### DATA FOR THE TASK
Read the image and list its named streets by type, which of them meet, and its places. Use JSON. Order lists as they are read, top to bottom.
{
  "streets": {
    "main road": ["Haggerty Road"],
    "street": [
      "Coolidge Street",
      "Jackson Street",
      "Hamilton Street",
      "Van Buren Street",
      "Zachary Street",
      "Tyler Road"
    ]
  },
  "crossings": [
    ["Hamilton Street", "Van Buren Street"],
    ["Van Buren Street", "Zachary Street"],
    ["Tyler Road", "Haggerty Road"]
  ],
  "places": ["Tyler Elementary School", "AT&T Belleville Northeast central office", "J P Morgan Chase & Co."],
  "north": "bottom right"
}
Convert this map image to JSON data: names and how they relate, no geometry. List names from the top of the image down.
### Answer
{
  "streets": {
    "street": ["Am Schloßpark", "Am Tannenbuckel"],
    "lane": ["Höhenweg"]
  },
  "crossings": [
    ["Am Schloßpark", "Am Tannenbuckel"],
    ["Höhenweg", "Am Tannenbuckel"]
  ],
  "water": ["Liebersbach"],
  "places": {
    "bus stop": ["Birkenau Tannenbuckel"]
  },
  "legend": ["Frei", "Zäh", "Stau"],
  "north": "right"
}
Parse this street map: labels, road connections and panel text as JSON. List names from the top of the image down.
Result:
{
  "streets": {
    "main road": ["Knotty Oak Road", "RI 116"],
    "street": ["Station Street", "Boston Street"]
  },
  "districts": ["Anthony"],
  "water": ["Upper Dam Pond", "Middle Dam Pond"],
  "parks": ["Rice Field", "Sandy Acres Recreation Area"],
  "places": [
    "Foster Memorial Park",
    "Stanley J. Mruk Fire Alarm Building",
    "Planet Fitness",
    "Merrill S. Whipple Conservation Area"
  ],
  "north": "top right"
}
######
WHAT THE TASK ASKS = With nothing omitted, set down all of the records again.

WRITTEN SOLUTION =
Read the image and list its named streets by type, which of them meet, and its places. Use JSON. Order lists as they are read, top to bottom.
{
  "streets": {
    "main road": ["Haggerty Road"],
    "street": [
      "Coolidge Street",
      "Jackson Street",
      "Hamilton Street",
      "Van Buren Street",
      "Zachary Street",
      "Tyler Road"
    ]
  },
  "crossings": [
    ["Hamilton Street", "Van Buren Street"],
    ["Van Buren Street", "Zachary Street"],
    ["Tyler Road", "Haggerty Road"]
  ],
  "places": ["Tyler Elementary School", "AT&T Belleville Northeast central office", "J P Morgan Chase & Co."],
  "north": "bottom right"
}
Convert this map image to JSON data: names and how they relate, no geometry. List names from the top of the image down.
### Answer
{
  "streets": {
    "street": ["Am Schloßpark", "Am Tannenbuckel"],
    "lane": ["Höhenweg"]
  },
  "crossings": [
    ["Am Schloßpark", "Am Tannenbuckel"],
    ["Höhenweg", "Am Tannenbuckel"]
  ],
  "water": ["Liebersbach"],
  "places": {
    "bus stop": ["Birkenau Tannenbuckel"]
  },
  "legend": ["Frei", "Zäh", "Stau"],
  "north": "right"
}
Parse this street map: labels, road connections and panel text as JSON. List names from the top of the image down.
Result:
{
  "streets": {
    "main road": ["Knotty Oak Road", "RI 116"],
    "street": ["Station Street", "Boston Street"]
  },
  "districts": ["Anthony"],
  "water": ["Upper Dam Pond", "Middle Dam Pond"],
  "parks": ["Rice Field", "Sandy Acres Recreation Area"],
  "places": [
    "Foster Memorial Park",
    "Stanley J. Mruk Fire Alarm Building",
    "Planet Fitness",
    "Merrill S. Whipple Conservation Area"
  ],
  "north": "top right"
}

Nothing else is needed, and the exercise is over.